Policy RoundupAs the school year marches on, the education policy front continues to evolve. ASCD’s policy team shares the latest policy news with you here on Inservice.

  • Join education policy guru Rick Hess of the American Enterprise Institute and author of ASCD’s Education Unbound at ASCD’s Leadership Institute for Legislative Advocacy (LILA). LILA is the premier forum for educators in a variety of roles to learn about federal education issues and advocate for policies that support successful learning and teaching. Hess will share his unfiltered perspective on school improvement, the Common Core State Standards, teacher leadership, educational technology, and more. Register online today.
  • New legislation introduced in both the House and Senate seeks to help states provide high-quality preschool to low- and moderate-income families. The bipartisan measure, which aligns with President Obama’s Preschool for All initiative, would also increase the quality of infant and toddler care in center-based and family child care settings and encourage continued support for the Maternal, Infant, and Early Childhood Home Visiting program.
  • ASCD’s latest Policy Priorities publication explores the many roles that the next generation of Common Core-aligned assessments are expected to fill and interviews educators about the effect the assessments will have in their schools and communities. Read the issue for more on the assessments’ costs, the technology infrastructure needed to administer them, and the varying local opinions throughout the country.

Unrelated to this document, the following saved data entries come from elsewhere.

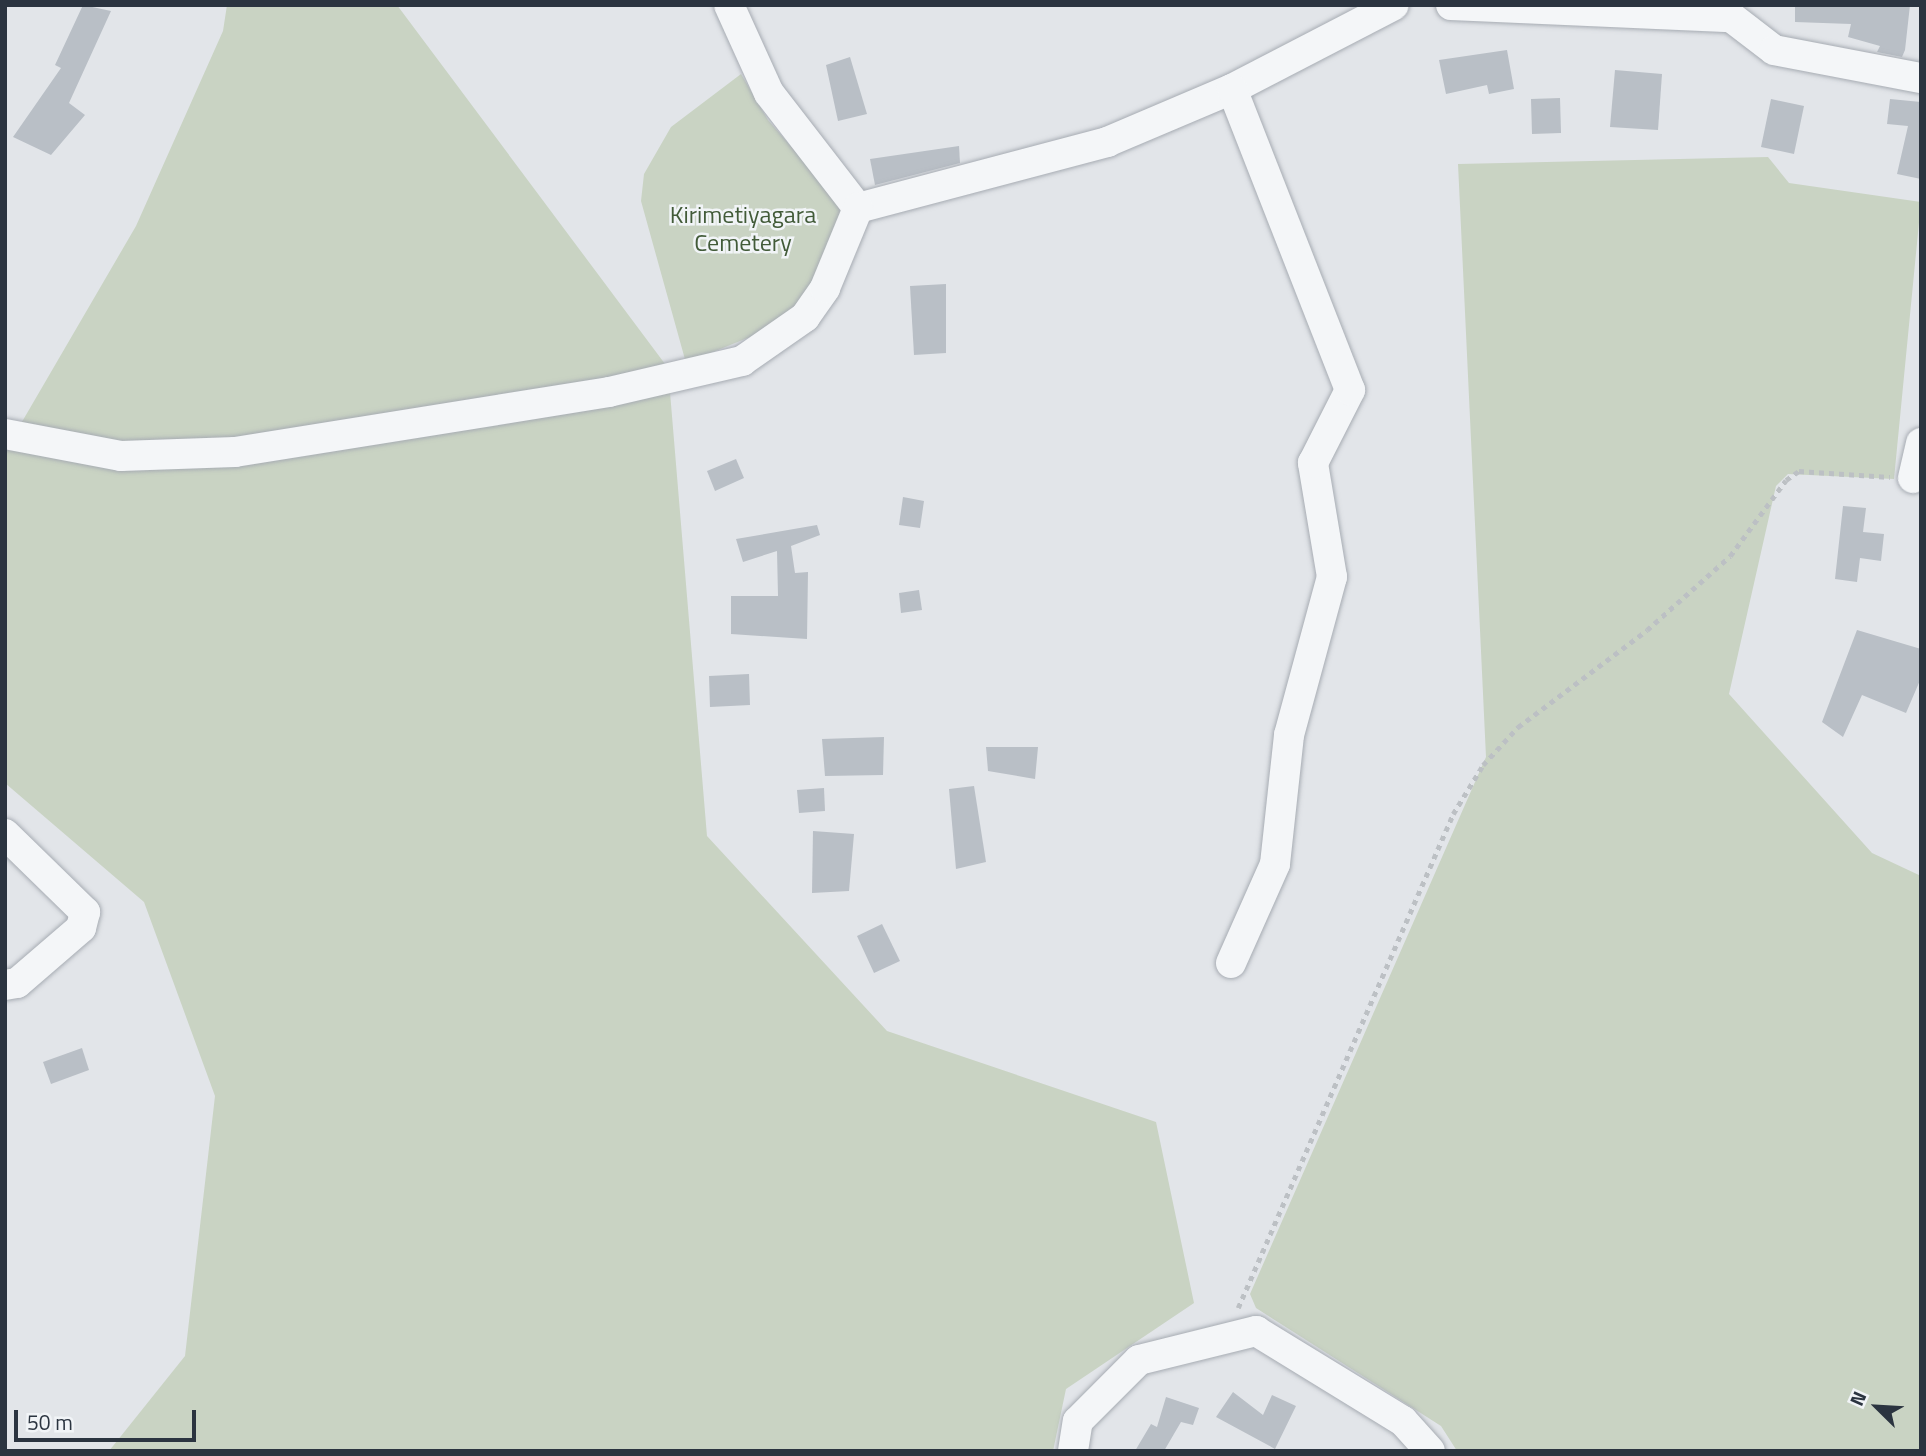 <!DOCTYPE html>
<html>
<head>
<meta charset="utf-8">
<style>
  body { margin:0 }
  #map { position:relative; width:1926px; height:1456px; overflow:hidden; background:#e2e5e9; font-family:"Titillium Web",sans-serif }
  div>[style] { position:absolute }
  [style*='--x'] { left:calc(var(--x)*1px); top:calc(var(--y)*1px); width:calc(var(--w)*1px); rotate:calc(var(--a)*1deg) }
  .green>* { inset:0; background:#c9d3c3 }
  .building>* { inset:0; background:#b9bfc6 }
  .path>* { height:4.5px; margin-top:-2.25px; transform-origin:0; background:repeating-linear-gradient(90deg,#bcc0c4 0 5px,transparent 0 10px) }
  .roads { filter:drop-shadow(0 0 2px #a7acb3) drop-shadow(0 0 2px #a7acb3) }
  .minor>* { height:30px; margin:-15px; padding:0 15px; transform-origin:15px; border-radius:15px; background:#f4f6f8 }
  span { translate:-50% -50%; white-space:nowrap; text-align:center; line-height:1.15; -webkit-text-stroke:5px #f1f4f7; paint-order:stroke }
  .park-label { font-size:24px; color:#425b39 }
  .frame { position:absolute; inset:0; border:7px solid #2b3440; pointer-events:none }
  .north { position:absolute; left:1842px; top:1372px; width:70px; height:70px; -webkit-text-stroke:5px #f1f4f7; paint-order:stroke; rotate:294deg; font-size:19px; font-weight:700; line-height:28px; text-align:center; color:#2b3440 }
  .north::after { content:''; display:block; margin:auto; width:24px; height:32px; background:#2b3440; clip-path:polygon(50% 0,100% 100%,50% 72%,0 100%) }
  .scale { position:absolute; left:14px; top:1410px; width:182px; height:32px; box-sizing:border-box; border:4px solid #2b3440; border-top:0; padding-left:9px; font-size:21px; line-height:24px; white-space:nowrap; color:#2b3440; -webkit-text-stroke:5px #f1f4f7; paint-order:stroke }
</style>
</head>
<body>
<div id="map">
  <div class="green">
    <i style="clip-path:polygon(227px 5px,397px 5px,668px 368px,707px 836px,887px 1031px,1156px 1122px,1194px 1303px,1066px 1389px,1053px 1451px,109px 1451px,185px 1356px,215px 1096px,144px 902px,5px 783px,5px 451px,136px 226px,223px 31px)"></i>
    <i style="clip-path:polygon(741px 74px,768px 120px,842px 205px,847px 225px,816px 284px,784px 323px,686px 363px,641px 201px,644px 174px,671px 127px)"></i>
    <i style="clip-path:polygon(1768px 157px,1789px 183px,1921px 202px,1894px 479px,1788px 474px,1776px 486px,1729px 694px,1872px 853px,1921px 876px,1921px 1451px,1457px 1451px,1441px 1426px,1256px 1308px,1250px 1294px,1486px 757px,1458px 164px)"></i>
  </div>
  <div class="building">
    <i style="clip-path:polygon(83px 5px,111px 11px,69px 103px,85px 115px,51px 155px,13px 137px,61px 68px,55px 65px)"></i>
    <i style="clip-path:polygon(1795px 5px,1910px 5px,1905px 50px,1902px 57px,1877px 52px,1880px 46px,1848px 37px,1851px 24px,1795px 22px)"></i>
    <i style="clip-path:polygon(1507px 50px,1514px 89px,1489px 94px,1487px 85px,1446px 94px,1439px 60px)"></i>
    <i style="clip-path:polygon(850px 57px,867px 114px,838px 121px,826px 65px)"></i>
    <i style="clip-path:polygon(1615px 70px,1662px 74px,1658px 130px,1610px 127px)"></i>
    <i style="clip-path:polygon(1560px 98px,1561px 133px,1532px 134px,1531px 99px)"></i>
    <i style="clip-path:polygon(1771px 99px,1804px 106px,1794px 154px,1761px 147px)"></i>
    <i style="clip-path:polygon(1890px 99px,1921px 102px,1921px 179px,1897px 174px,1908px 126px,1887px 124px)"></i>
    <i style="clip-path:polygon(959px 146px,960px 163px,875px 185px,870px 159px)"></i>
    <i style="clip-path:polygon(946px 284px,946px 353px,914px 355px,910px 286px)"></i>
    <i style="clip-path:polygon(736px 459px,744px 478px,715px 491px,707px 471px)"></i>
    <i style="clip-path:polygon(903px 497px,924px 501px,920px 528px,899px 525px)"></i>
    <i style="clip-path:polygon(1843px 506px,1866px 508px,1863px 532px,1884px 534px,1881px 561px,1860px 558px,1857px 582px,1835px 579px)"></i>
    <i style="clip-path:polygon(817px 525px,820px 535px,791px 546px,795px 573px,808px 572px,807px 639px,731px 634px,731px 596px,778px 596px,777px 551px,743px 562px,736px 539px)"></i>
    <i style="clip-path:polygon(919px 590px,922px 610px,901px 613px,899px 593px)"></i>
    <i style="clip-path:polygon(1857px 630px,1921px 649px,1921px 678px,1906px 713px,1862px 695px,1843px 737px,1822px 722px)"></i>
    <i style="clip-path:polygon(749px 674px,750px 705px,710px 707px,709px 676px)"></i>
    <i style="clip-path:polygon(884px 737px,883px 775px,825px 776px,822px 739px)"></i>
    <i style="clip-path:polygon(986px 747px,1038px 747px,1035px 779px,988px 771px)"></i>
    <i style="clip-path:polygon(974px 786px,986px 862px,956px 869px,949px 789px)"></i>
    <i style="clip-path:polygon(824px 788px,825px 811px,799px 813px,797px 790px)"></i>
    <i style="clip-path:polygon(813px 831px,854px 834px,849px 891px,812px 893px)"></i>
    <i style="clip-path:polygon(882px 924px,900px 961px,874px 973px,857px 936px)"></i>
    <i style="clip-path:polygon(82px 1048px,89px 1070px,51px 1084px,43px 1062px)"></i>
    <i style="clip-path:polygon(1233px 1392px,1263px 1415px,1272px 1395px,1296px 1406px,1275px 1449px,1216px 1417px)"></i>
    <i style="clip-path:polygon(1166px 1397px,1199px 1408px,1193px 1425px,1181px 1422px,1164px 1451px,1135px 1451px,1151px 1424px,1157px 1427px)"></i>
  </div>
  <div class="path">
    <i style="--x:1238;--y:1308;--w:539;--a:-66.48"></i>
    <i style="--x:1453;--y:814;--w:57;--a:-58.5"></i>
    <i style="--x:1483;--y:765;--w:52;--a:-47.4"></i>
    <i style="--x:1518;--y:727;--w:161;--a:-36.9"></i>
    <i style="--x:1647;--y:630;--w:111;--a:-41.7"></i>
    <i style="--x:1730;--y:556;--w:94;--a:-53.6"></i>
    <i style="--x:1786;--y:480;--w:16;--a:-35"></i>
    <i style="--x:1799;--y:471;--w:91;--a:3.8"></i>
  </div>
  <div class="roads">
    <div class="minor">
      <i style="--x:729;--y:5;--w:97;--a:65.6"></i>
      <i style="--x:769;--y:93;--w:145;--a:52.3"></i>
      <i style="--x:858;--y:208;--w:258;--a:-14.8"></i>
      <i style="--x:1107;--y:142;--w:136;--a:-23"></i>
      <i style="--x:1232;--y:89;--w:182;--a:-27.4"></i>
      <i style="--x:1451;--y:5;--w:280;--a:2.5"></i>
      <i style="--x:1731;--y:17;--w:54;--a:37.5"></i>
      <i style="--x:1774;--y:50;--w:150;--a:10.8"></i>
      <i style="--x:5;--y:434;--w:118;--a:10.7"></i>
      <i style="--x:121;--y:456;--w:114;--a:-2"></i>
      <i style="--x:235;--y:452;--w:379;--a:-9.1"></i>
      <i style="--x:609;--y:392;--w:137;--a:-13.1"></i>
      <i style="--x:742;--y:361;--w:77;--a:-34.9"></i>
      <i style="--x:805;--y:317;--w:35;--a:-55"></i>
      <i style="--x:825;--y:288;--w:87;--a:-67.6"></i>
      <i style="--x:1913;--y:478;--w:36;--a:-77"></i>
      <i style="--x:5;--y:834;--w:112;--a:44.3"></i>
      <i style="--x:85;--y:912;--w:16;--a:104"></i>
      <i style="--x:81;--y:928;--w:84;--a:139.3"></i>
      <i style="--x:17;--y:983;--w:12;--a:171"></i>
      <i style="--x:1231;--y:963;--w:108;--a:-66"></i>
      <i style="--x:1275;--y:864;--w:130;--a:-83.8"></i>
      <i style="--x:1289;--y:735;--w:164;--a:-74.8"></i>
      <i style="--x:1332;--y:577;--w:116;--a:-99.5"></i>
      <i style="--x:1313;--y:463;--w:82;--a:-63.1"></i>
      <i style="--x:1350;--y:390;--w:323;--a:-111.4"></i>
      <i style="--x:1073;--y:1451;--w:30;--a:-81"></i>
      <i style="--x:1078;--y:1421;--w:86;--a:-45"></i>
      <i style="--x:1139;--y:1360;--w:121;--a:-13.9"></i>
      <i style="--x:1256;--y:1331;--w:172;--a:31.5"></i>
      <i style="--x:1403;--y:1421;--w:40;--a:48"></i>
    </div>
  </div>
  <div class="park-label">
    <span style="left:743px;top:229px">Kirimetiyagara<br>Cemetery</span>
  </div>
  <div class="frame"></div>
  <div class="north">N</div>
  <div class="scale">50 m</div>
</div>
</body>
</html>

  • The scores from the 2013 National Assessment of Educational Progress (NAEP), also known as The Nation’s Report Card, show that the shares of students deemed proficient in reading and math have continued to increase. Yet there is still improvement to be made—42 percent of 4th grade students are proficient in math and 35 percent are proficient in reading; 36 percent of 8th graders are proficient in reading and math. The percentages of black and Hispanic students reaching proficiency are also increasing, but the gains have not been enough to close achievement gaps.
  • Federal, state, and local school funding continues to shrink, leaving schools and districts scrambling to find professional development dollars for teachers and school leaders. But, despite shrinking education budgets, funding resources do exist. The latest issue of ASCD Policy Points (PDF), “Funding Sources for Educator Professional Development,” highlights more than a dozen federal programs that school and district administrators can use to support educator professional development. The issue provides links and information on these available resources.